Records for this exercise:

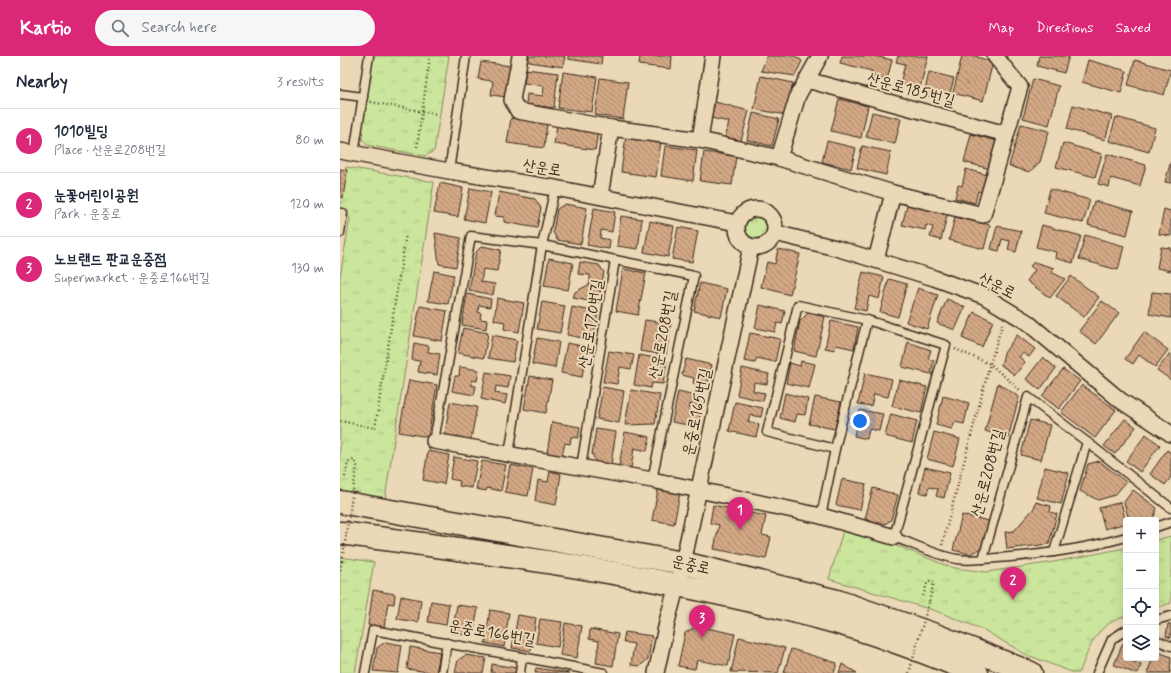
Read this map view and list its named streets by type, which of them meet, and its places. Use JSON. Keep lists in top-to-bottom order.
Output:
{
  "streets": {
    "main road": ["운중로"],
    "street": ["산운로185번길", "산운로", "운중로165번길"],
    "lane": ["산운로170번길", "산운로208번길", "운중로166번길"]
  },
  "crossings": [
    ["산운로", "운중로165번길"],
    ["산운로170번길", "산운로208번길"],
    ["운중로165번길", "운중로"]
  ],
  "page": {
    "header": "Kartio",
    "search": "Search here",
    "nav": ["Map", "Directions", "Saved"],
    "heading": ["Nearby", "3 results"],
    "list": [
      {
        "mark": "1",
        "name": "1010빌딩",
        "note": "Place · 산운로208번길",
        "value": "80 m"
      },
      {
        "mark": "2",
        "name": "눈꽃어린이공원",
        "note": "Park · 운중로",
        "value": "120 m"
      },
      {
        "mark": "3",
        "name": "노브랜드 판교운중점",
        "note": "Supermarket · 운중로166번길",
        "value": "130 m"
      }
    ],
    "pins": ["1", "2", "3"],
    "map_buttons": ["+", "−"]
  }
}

Task prompt: Skipping the pictures, transcribe each line above exactly as it appears.

Your solution:
Read this map view and list its named streets by type, which of them meet, and its places. Use JSON. Keep lists in top-to-bottom order.
Output:
{
  "streets": {
    "main road": ["운중로"],
    "street": ["산운로185번길", "산운로", "운중로165번길"],
    "lane": ["산운로170번길", "산운로208번길", "운중로166번길"]
  },
  "crossings": [
    ["산운로", "운중로165번길"],
    ["산운로170번길", "산운로208번길"],
    ["운중로165번길", "운중로"]
  ],
  "page": {
    "header": "Kartio",
    "search": "Search here",
    "nav": ["Map", "Directions", "Saved"],
    "heading": ["Nearby", "3 results"],
    "list": [
      {
        "mark": "1",
        "name": "1010빌딩",
        "note": "Place · 산운로208번길",
        "value": "80 m"
      },
      {
        "mark": "2",
        "name": "눈꽃어린이공원",
        "note": "Park · 운중로",
        "value": "120 m"
      },
      {
        "mark": "3",
        "name": "노브랜드 판교운중점",
        "note": "Supermarket · 운중로166번길",
        "value": "130 m"
      }
    ],
    "pins": ["1", "2", "3"],
    "map_buttons": ["+", "−"]
  }
}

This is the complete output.